▶ [ABOUT THIS TASK]
Copy each line of the entries below that contains the string "solid".

━━━

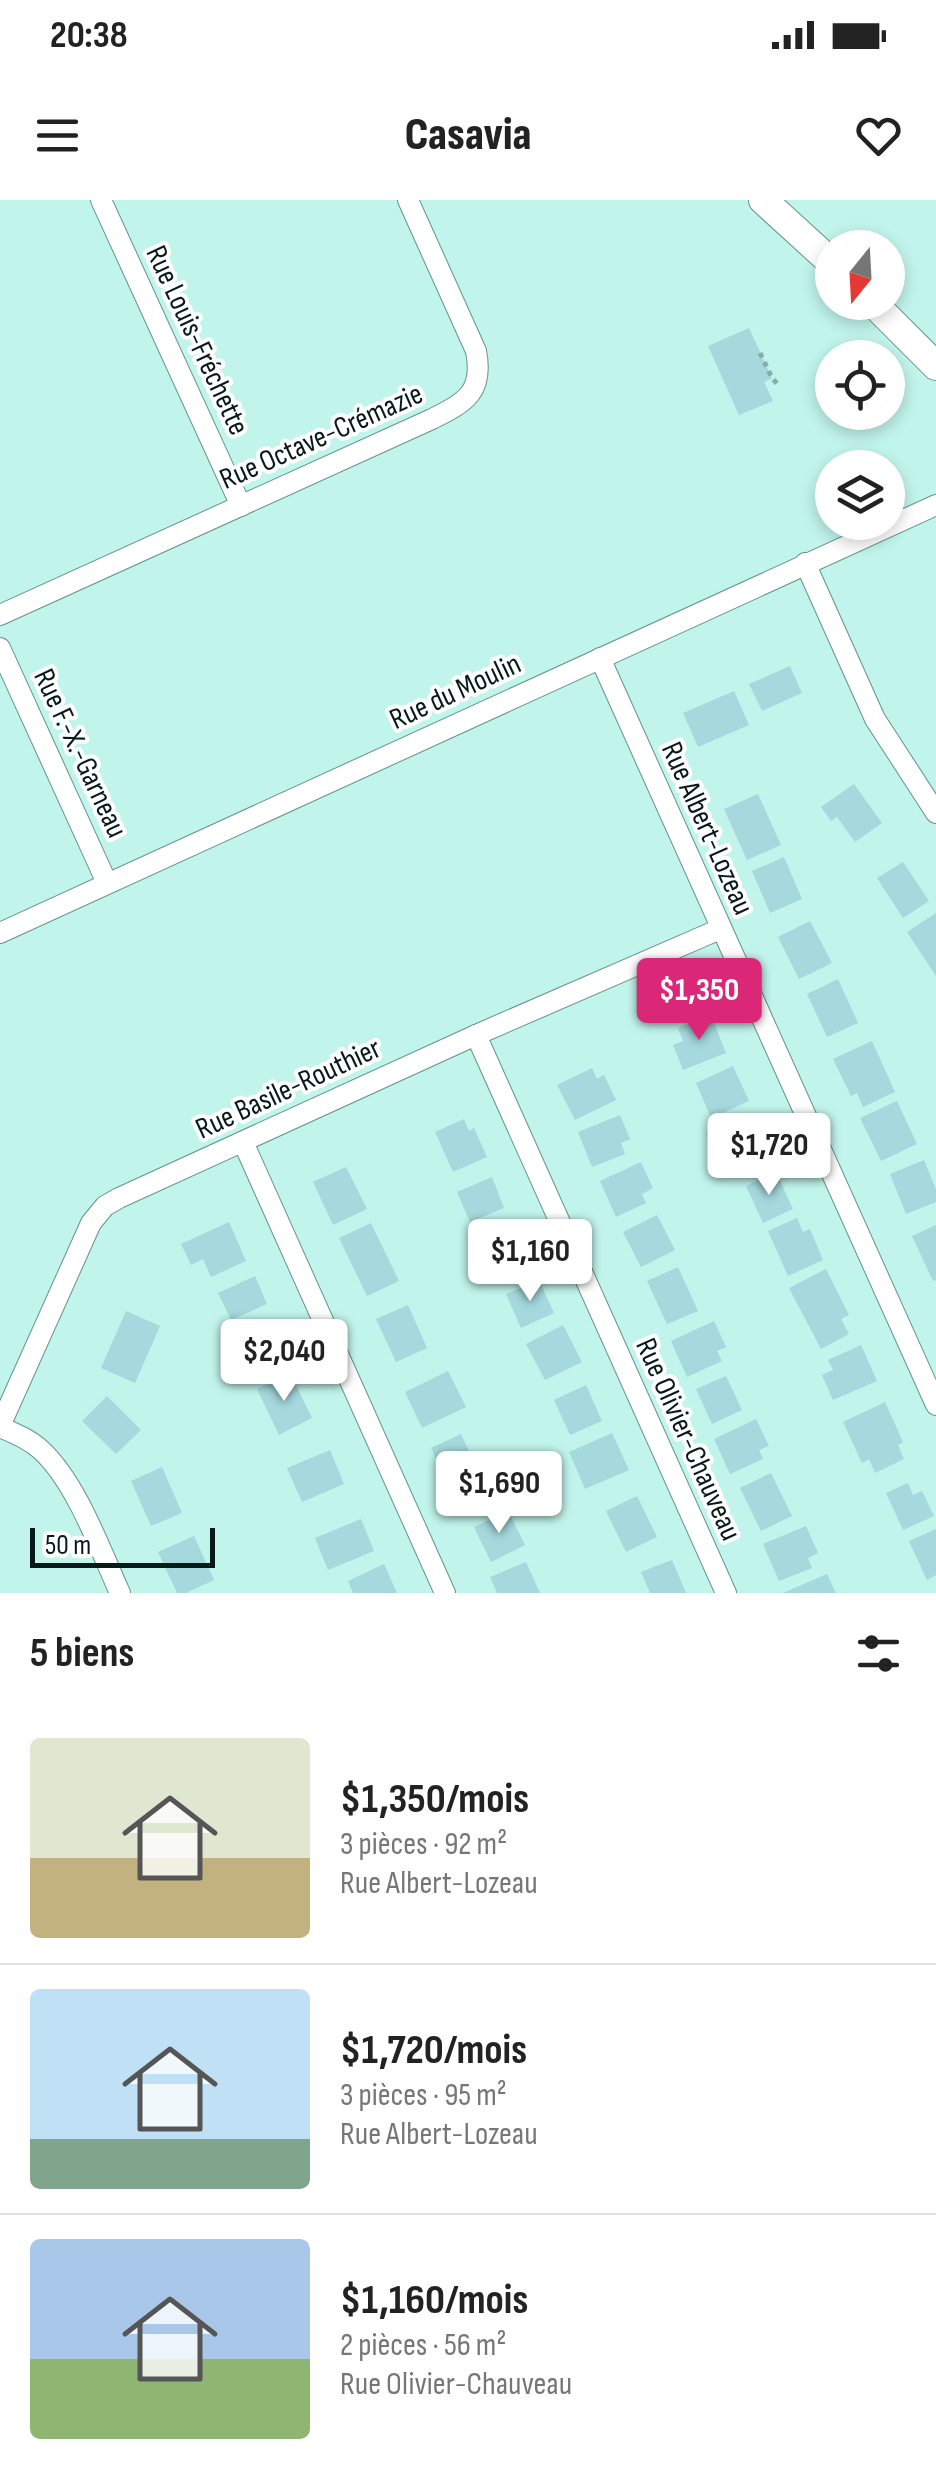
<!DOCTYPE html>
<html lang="fr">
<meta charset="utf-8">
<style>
:root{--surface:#fff;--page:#f6f6f6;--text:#222;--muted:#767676;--line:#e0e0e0;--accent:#db2777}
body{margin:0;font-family:"Sofia Sans Condensed",sans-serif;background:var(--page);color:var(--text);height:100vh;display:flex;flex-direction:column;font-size:38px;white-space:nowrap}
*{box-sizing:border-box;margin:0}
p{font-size:32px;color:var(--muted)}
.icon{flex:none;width:55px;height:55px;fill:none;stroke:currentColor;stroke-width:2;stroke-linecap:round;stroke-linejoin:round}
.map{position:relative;height:1393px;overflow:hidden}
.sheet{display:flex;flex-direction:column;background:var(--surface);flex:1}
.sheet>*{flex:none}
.needle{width:65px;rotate:198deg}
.buttons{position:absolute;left:815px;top:30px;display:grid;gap:20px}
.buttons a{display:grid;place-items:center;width:90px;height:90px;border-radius:50%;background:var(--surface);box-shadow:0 5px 15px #0003;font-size:50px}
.scale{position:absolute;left:30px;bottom:25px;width:185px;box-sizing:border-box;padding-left:10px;border:5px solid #071a18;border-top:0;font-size:28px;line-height:35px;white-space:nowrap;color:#071a18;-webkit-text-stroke:8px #fff;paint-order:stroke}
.price{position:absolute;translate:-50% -85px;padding:0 22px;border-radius:10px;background:#fff;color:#222;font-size:32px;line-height:65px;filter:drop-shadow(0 2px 5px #0008)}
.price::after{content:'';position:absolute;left:50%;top:60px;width:30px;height:22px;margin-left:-15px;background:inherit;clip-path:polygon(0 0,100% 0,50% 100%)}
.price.selected{background:var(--accent);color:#fff}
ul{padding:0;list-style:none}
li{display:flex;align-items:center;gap:30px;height:250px;padding:0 30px}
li+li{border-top:2px solid var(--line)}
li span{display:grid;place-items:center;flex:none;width:280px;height:200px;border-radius:10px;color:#555}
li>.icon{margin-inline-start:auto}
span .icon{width:120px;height:120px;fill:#fffc;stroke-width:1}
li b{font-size:42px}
h2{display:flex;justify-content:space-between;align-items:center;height:120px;padding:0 30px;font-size:42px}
.status{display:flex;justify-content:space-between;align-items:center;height:70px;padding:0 50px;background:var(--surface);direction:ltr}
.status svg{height:28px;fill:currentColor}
header{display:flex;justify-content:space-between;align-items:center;height:130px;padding:0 30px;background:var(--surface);font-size:45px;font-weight:800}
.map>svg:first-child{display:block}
</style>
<div class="status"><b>20:38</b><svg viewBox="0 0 49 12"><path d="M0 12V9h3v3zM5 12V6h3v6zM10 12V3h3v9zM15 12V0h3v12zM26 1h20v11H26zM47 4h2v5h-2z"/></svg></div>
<header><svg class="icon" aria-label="menu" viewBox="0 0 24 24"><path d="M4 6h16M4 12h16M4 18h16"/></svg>Casavia<svg class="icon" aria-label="heart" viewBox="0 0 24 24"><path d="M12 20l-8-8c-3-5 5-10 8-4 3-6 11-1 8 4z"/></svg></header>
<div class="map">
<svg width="936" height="1393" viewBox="0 0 936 1393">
<rect width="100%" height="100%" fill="#c1f4eb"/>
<g fill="#a5d9dd">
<path d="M749,128L772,178L764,182L773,201L739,215L708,146Z"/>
<path d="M790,466L802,493L762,511L749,484Z"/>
<path d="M734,491L749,525L698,547L683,513Z"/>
<path d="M854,584L882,623L855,642L837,617L831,621L821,607Z"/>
<path d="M758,594L781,645L747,660L724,609Z"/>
<path d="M784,657L802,699L770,713L752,671Z"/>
<path d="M903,662L929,701L903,718L877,678Z"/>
<path d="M936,713V776L907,732Z"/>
<path d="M810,721L832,763L799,779L778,737Z"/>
<path d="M838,779L858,823L827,837L807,794Z"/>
<path d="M711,815L726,853L683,870L673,845L683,841L678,828Z"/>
<path d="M872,841L895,892L863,907L857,893L851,896L833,859Z"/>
<path d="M733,866L749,901L711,918L696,883Z"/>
<path d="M592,868L597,879L604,875L616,900L575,920L557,885Z"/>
<path d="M897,901L917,944L881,961L860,918Z"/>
<path d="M620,915L630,939L621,943L625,954L592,967L578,932Z"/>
<path d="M751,915L765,948L720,967L706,934Z"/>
<path d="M464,919L469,931L474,928L487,957L453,972L435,932Z"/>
<path d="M924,960L936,989V1002L906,1014L890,974Z"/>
<path d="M641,962L653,988L642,994L646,1003L616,1017L600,981Z"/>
<path d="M346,967L367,1009L333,1025L313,982Z"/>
<path d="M776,972L793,1009L763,1023L746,986Z"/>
<path d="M492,977L504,1008L470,1022L457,992Z"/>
<path d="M657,1015L675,1050L641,1067L623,1032Z"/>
<path d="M797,1018L803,1032L810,1029L823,1060L788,1076L768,1031Z"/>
<path d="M229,1022L246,1061L211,1077L203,1059L191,1065L181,1044Z"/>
<path d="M371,1023L399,1081L367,1096L339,1038Z"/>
<path d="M936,1025V1080L933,1081L912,1036Z"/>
<path d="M517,1027L533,1062L495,1078L480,1043Z"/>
<path d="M678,1067L698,1111L667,1124L647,1081Z"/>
<path d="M826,1069L849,1115L841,1119L849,1134L821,1149L789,1088Z"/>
<path d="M255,1076L267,1104L231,1120L218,1093Z"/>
<path d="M539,1080L554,1113L521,1128L506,1094Z"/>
<path d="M408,1105L427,1148L396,1162L376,1119Z"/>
<path d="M126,1111L160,1126L135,1183L101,1168Z"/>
<path d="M714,1121L726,1147L717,1151L722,1161L687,1177L671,1141Z"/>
<path d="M563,1125L582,1162L545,1180L526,1144Z"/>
<path d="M264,1126L277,1156L237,1173L224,1144Z"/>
<path d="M861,1145L877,1181L833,1200L822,1175L833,1170L828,1160Z"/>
<path d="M448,1171L466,1207L422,1228L405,1192Z"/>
<path d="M290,1173L312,1218L279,1235L257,1189Z"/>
<path d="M726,1176L742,1210L712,1224L696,1189Z"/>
<path d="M586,1185L602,1221L570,1235L554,1200Z"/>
<path d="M107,1196L141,1230L116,1254L82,1221Z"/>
<path d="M885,1202L903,1242L898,1245L904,1259L875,1273L869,1259L862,1263L843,1222Z"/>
<path d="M756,1219L769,1246L759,1250L763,1259L730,1274L714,1239Z"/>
<path d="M612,1233L629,1270L585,1289L569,1252Z"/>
<path d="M461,1234L481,1277L451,1291L431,1248Z"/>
<path d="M330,1250L344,1284L302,1302L287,1268Z"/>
<path d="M162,1267L182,1313L151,1326L131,1281Z"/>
<path d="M771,1273L792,1316L761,1331L740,1288Z"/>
<path d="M908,1283L913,1295L922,1291L934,1316L903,1330L886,1293Z"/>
<path d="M637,1296L657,1337L626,1352L606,1311Z"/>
<path d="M508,1311L525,1345L491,1362L474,1327Z"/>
<path d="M361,1319L374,1351L328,1370L315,1338Z"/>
<path d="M806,1326L818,1353L808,1358L812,1368L779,1381L763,1344Z"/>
<path d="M936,1329V1375L927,1380L909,1341Z"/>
<path d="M194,1336L214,1380L186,1393H177L158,1352Z"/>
<path d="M672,1360L686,1393H650L641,1372Z"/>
<path d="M526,1362L540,1393H497L490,1377Z"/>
<path d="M384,1364L397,1393H353L348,1381Z"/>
<path d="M827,1374L836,1393H783Z"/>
</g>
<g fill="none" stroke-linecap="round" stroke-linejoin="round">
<defs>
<g id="street">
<path d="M101,0L241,306"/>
<path d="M805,363L875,519L936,613"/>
<path d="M0,415L432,219C466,202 484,192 476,151L408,0"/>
<path d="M0,448L107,683"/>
<path d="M600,458L936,1205"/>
<path d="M0,733L936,305"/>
<path d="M476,835L726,1393"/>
<path d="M243,942L445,1393"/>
<path d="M0,1226L91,1023L105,1006L119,998L476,835L720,729"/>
<path d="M0,1227C14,1233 29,1239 41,1250C76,1282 100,1349 120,1393"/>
</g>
<g id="secondary">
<path d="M763,0L832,63"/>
<path d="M872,102L936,166"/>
</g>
</defs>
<use href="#street" stroke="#63938b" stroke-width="22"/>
<use href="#secondary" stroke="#63938b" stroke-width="30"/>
<path stroke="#86aea8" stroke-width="5" stroke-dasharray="5 5" stroke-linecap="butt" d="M760,153L772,178L779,186"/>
<use href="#street" stroke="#fff" stroke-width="20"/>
<use href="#secondary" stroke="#fff" stroke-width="28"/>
</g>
<g text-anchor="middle" stroke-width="8" stroke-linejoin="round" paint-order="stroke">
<g font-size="30" fill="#071a18" stroke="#fff">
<text transform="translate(198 140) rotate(65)" y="10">Rue Louis-Fréchette</text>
<text transform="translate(321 236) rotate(-24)" y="10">Rue Octave-Crémazie</text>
<text transform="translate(455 491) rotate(-25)" y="10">Rue du Moulin</text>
<text transform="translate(81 553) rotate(65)" y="10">Rue F.-X.-Garneau</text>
<text transform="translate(708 628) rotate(66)" y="10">Rue Albert-Lozeau</text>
<text transform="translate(288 888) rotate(-25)" y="10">Rue Basile-Routhier</text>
<text transform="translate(689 1239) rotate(66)" y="10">Rue Olivier-Chauveau</text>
</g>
</g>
</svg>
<div class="buttons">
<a><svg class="needle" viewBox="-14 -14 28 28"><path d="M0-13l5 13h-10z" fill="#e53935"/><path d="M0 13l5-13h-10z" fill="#767676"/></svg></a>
<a><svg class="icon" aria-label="locate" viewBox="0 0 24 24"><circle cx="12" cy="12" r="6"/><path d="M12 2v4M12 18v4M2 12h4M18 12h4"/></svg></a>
<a><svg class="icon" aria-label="layers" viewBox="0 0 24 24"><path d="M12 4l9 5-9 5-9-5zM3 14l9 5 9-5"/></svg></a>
</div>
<div class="scale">50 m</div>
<b class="price selected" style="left:699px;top:843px">$1,350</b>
<b class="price" style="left:769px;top:998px">$1,720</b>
<b class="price" style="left:530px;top:1104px">$1,160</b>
<b class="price" style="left:284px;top:1204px">$2,040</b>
<b class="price" style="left:499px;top:1336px">$1,690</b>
</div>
<section class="sheet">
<h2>5 biens<svg class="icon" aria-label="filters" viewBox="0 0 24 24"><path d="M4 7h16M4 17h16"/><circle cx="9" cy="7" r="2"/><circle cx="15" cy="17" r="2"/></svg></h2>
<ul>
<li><span style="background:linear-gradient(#dfe7d0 60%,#c2b280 0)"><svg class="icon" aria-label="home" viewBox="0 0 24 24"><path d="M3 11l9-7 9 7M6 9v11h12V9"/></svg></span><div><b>$1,350/mois</b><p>3 pièces · 92 m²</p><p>Rue Albert-Lozeau</p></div></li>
<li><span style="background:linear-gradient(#bfe0f5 75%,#7fa58c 0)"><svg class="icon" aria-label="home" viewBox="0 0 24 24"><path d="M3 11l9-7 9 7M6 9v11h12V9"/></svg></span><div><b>$1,720/mois</b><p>3 pièces · 95 m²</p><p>Rue Albert-Lozeau</p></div></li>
<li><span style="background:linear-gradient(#a9c7e8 60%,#8fb573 0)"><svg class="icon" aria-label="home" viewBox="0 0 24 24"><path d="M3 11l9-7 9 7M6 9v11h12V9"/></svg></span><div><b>$1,160/mois</b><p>2 pièces · 56 m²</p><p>Rue Olivier-Chauveau</p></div></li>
</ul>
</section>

━━━

▶ [RESULT FOR THIS TASK]
.scale{position:absolute;left:30px;bottom:25px;width:185px;box-sizing:border-box;padding-left:10px;border:5px solid #071a18;border-top:0;font-size:28px;line-height:35px;white-space:nowrap;color:#071a18;-webkit-text-stroke:8px #fff;paint-order:stroke}
li+li{border-top:2px solid var(--line)}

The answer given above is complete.